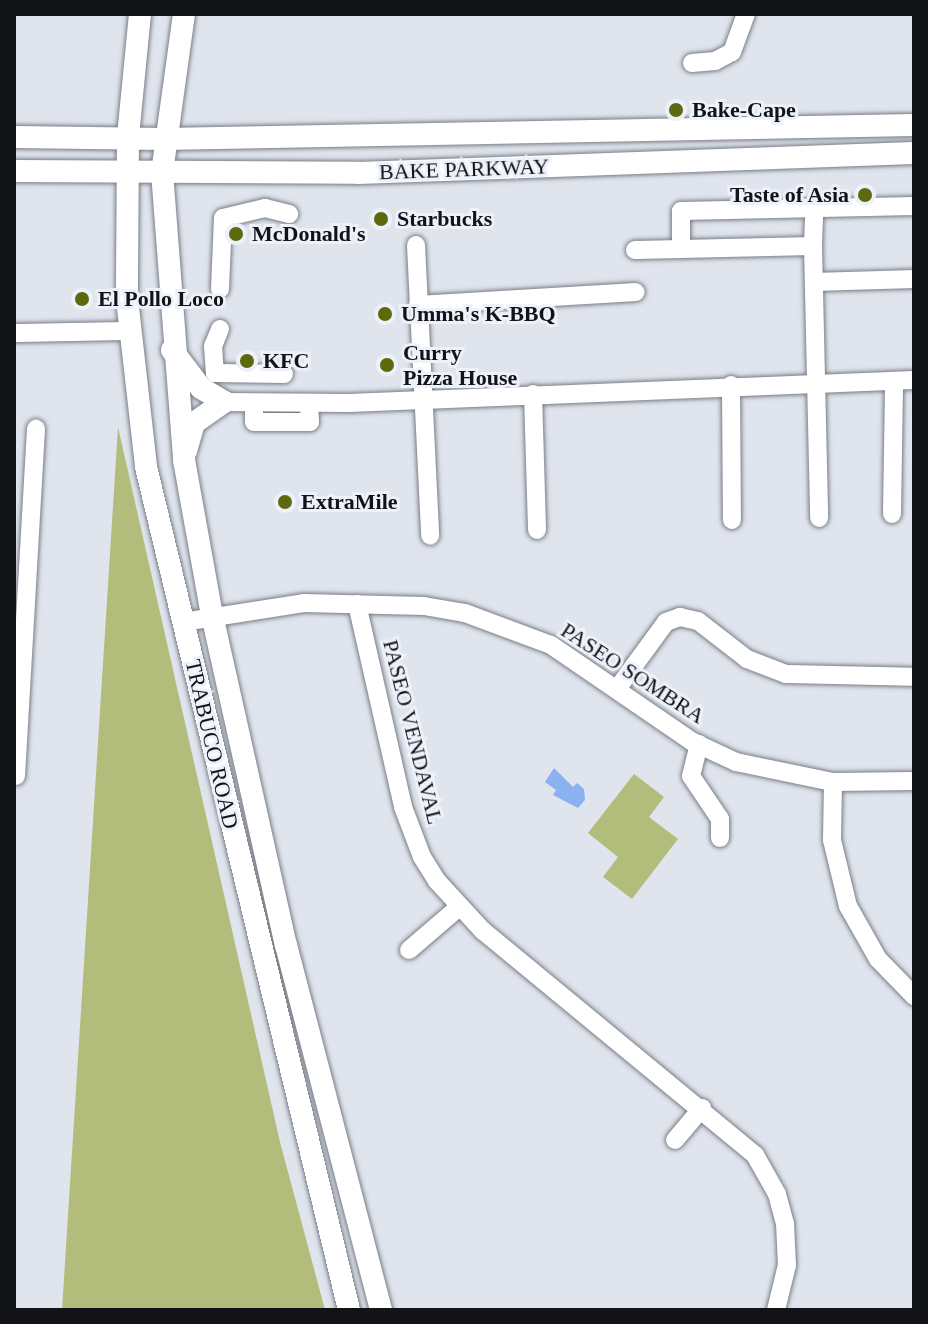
<!DOCTYPE html>
<style>
body{margin:0}
#map{position:relative;width:928px;height:1324px;overflow:hidden;background:#dfe4ed;font-family:"Times New Roman",serif}
div>[style]{position:absolute}
.green>*{inset:0;background:#b2bd7c}
.water>*{inset:0;background:#8bb1f1}
.roads{filter:drop-shadow(0 0 2px #797e86) drop-shadow(0 0 2px #797e86)}
.minor>*{height:18px;margin:-9px;padding:0 9px;transform-origin:9px;border-radius:9px;background:#fff}
.major>*{height:22px;margin:-11px;padding:0 11px;transform-origin:11px;border-radius:11px;background:#fff}
.dots>*{width:22px;height:22px;translate:-50% -50%;box-sizing:border-box;border:4px solid #ecf1fa;border-radius:50%}
span{translate:-50% -50%;white-space:nowrap;text-align:center;line-height:1.15;-webkit-text-stroke:6px #ecf1fa;paint-order:stroke}
.poi-label{font-size:22px;color:#111316;font-weight:700}
.left{translate:0 -50%;text-align:left}
.right{translate:-100% -50%;text-align:right}
.street-label{font-size:22px;color:#111316}
.frame{position:absolute;inset:0;border:16px solid #111316;pointer-events:none}
</style>
<div id="map">
<div class="green">
<i style="clip-path:polygon(118px 427px,280px 1142px,325px 1310px,62px 1310px)"></i>
<i style="clip-path:polygon(634px 774px,664px 797px,649px 817px,678px 839px,632px 899px,603px 877px,618px 857px,588px 833px)"></i>
</div>
<div class="water">
<i style="clip-path:polygon(554px 768px,573px 787px,577px 783px,584px 789px,585px 800px,578px 808px,553px 795px,556px 790px,545px 782px)"></i>
</div>
<div class="roads">
<div class="minor">
<i style="left:692px;top:63px;width:23px;rotate:-5deg"></i>
<i style="left:715px;top:61px;width:19px;rotate:-28deg"></i>
<i style="left:732px;top:52px;width:40px;rotate:-69.8deg"></i>
<i style="left:416px;top:245px;width:291px;rotate:87.2deg"></i>
<i style="left:813px;top:246px;width:38px;rotate:-88deg"></i>
<i style="left:681px;top:249px;width:132px;rotate:-1.3deg"></i>
<i style="left:813px;top:246px;width:272px;rotate:88.7deg"></i>
<i style="left:635px;top:250px;width:46px;rotate:-1.2deg"></i>
<i style="left:681px;top:249px;width:38px;rotate:-90deg"></i>
<i style="left:681px;top:211px;width:233px;rotate:-1.2deg"></i>
<i style="left:814px;top:282px;width:100px;rotate:-1.7deg"></i>
<i style="left:220px;top:289px;width:71px;rotate:-87.6deg"></i>
<i style="left:223px;top:218px;width:43px;rotate:-13.4deg"></i>
<i style="left:265px;top:208px;width:25px;rotate:14deg"></i>
<i style="left:418px;top:305px;width:218px;rotate:-3.4deg"></i>
<i style="left:220px;top:329px;width:18px;rotate:112deg"></i>
<i style="left:213px;top:346px;width:27px;rotate:86deg"></i>
<i style="left:215px;top:373px;width:69px;rotate:0.8deg"></i>
<i style="left:14px;top:333px;width:116px;rotate:-1deg"></i>
<i style="left:731px;top:385px;width:135px;rotate:89.6deg"></i>
<i style="left:533px;top:394px;width:136px;rotate:88.3deg"></i>
<i style="left:224px;top:402px;width:125px;rotate:0.5deg"></i>
<i style="left:349px;top:403px;width:565px;rotate:-2.33deg"></i>
<i style="left:254px;top:403px;width:19px;rotate:90deg"></i>
<i style="left:254px;top:422px;width:56px"></i>
<i style="left:310px;top:422px;width:19px;rotate:-93deg"></i>
<i style="left:892px;top:514px;width:133px;rotate:-89.1deg"></i>
<i style="left:357px;top:604px;width:208px;rotate:77.2deg"></i>
<i style="left:403px;top:807px;width:53px;rotate:69.2deg"></i>
<i style="left:422px;top:857px;width:28px;rotate:58deg"></i>
<i style="left:437px;top:881px;width:67px;rotate:47.4deg"></i>
<i style="left:482px;top:930px;width:354px;rotate:39.5deg"></i>
<i style="left:755px;top:1155px;width:45px;rotate:60.6deg"></i>
<i style="left:777px;top:1194px;width:30px;rotate:75deg"></i>
<i style="left:785px;top:1223px;width:42px;rotate:87.3deg"></i>
<i style="left:787px;top:1265px;width:46px;rotate:103.7deg"></i>
<i style="left:183px;top:622px;width:122px;rotate:-8.9deg"></i>
<i style="left:304px;top:603px;width:120px;rotate:1.4deg"></i>
<i style="left:424px;top:606px;width:42px;rotate:9.7deg"></i>
<i style="left:465px;top:613px;width:92px;rotate:20.4deg"></i>
<i style="left:551px;top:645px;width:170px;rotate:34.4deg"></i>
<i style="left:691px;top:741px;width:50px;rotate:25deg"></i>
<i style="left:736px;top:762px;width:99px;rotate:11.7deg"></i>
<i style="left:833px;top:782px;width:81px;rotate:-0.7deg"></i>
<i style="left:617px;top:689px;width:83px;rotate:-53.8deg"></i>
<i style="left:666px;top:622px;width:15px;rotate:-20deg"></i>
<i style="left:680px;top:617px;width:18px;rotate:13deg"></i>
<i style="left:698px;top:621px;width:62px;rotate:37.8deg"></i>
<i style="left:747px;top:659px;width:42px;rotate:21deg"></i>
<i style="left:786px;top:674px;width:128px;rotate:1.3deg"></i>
<i style="left:699px;top:744px;width:33px;rotate:104deg"></i>
<i style="left:691px;top:776px;width:52px;rotate:56deg"></i>
<i style="left:720px;top:819px;width:19px;rotate:90deg"></i>
<i style="left:16px;top:776px;width:348px;rotate:-86.7deg"></i>
<i style="left:833px;top:782px;width:58px;rotate:91deg"></i>
<i style="left:832px;top:840px;width:68px;rotate:76.4deg"></i>
<i style="left:848px;top:906px;width:61px;rotate:60.5deg"></i>
<i style="left:878px;top:959px;width:52px;rotate:45.8deg"></i>
<i style="left:409px;top:950px;width:66px;rotate:-40.7deg"></i>
<i style="left:675px;top:1140px;width:42px;rotate:-49.8deg"></i>
</div>
<div class="major">
<i style="left:140px;top:14px;width:124px;rotate:95.6deg"></i>
<i style="left:128px;top:137px;width:162px;rotate:90.4deg"></i>
<i style="left:127px;top:299px;width:169px;rotate:83.5deg"></i>
<i style="left:146px;top:467px;width:867px;rotate:76.46deg"></i>
<i style="left:184px;top:14px;width:160px;rotate:97.9deg"></i>
<i style="left:162px;top:172px;width:289px;rotate:85.6deg"></i>
<i style="left:184px;top:460px;width:158px;rotate:79.8deg"></i>
<i style="left:212px;top:615px;width:338px;rotate:77.4deg"></i>
<i style="left:286px;top:945px;width:377px;rotate:75.4deg"></i>
<i style="left:14px;top:137px;width:150px;rotate:0.8deg"></i>
<i style="left:164px;top:139px;width:750px;rotate:-1.07deg"></i>
<i style="left:14px;top:171px;width:344px;rotate:0.3deg"></i>
<i style="left:358px;top:173px;width:556px;rotate:-2.06deg"></i>
<i style="left:172px;top:350px;width:48px;rotate:52.7deg"></i>
<i style="left:201px;top:388px;width:27px;rotate:31deg"></i>
<i style="left:186px;top:451px;width:29px;rotate:-74deg"></i>
<i style="left:194px;top:423px;width:37px;rotate:-35deg"></i>
</div>
</div>
<div class="dots">
<i style="left:676px;top:110px;background:#5e680c"></i>
<i style="left:865px;top:195px;background:#5e680c"></i>
<i style="left:381px;top:219px;background:#5e680c"></i>
<i style="left:236px;top:234px;background:#5e680c"></i>
<i style="left:82px;top:299px;background:#5e680c"></i>
<i style="left:385px;top:314px;background:#5e680c"></i>
<i style="left:247px;top:361px;background:#5e680c"></i>
<i style="left:387px;top:365px;background:#5e680c"></i>
<i style="left:285px;top:502px;background:#5e680c"></i>
</div>
<div class="poi-label">
<span class="left" style="left:692px;top:110px">Bake-Cape</span>
<span class="right" style="left:849px;top:195px">Taste of Asia</span>
<span class="left" style="left:397px;top:219px">Starbucks</span>
<span class="left" style="left:252px;top:234px">McDonald's</span>
<span class="left" style="left:98px;top:299px">El Pollo Loco</span>
<span class="left" style="left:401px;top:314px">Umma's K-BBQ</span>
<span class="left" style="left:403px;top:365px">Curry<br>Pizza House</span>
<span class="left" style="left:263px;top:361px">KFC</span>
<span class="left" style="left:301px;top:502px">ExtraMile</span>
</div>
<div class="street-label">
<span style="left:464px;top:169px;rotate:-2deg">BAKE PARKWAY</span>
<span style="left:633px;top:673px;rotate:33deg">PASEO SOMBRA</span>
<span style="left:413px;top:732px;rotate:76deg">PASEO VENDAVAL</span>
<span style="left:212px;top:744px;rotate:77deg">TRABUCO ROAD</span>
</div>
<div class="frame"></div>
</div>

----

▸ Activity:
Whenever a line in the records above contains the string "border", copy that line.

▸ Answer:
.minor>*{height:18px;margin:-9px;padding:0 9px;transform-origin:9px;border-radius:9px;background:#fff}
.major>*{height:22px;margin:-11px;padding:0 11px;transform-origin:11px;border-radius:11px;background:#fff}
.dots>*{width:22px;height:22px;translate:-50% -50%;box-sizing:border-box;border:4px solid #ecf1fa;border-radius:50%}
.frame{position:absolute;inset:0;border:16px solid #111316;pointer-events:none}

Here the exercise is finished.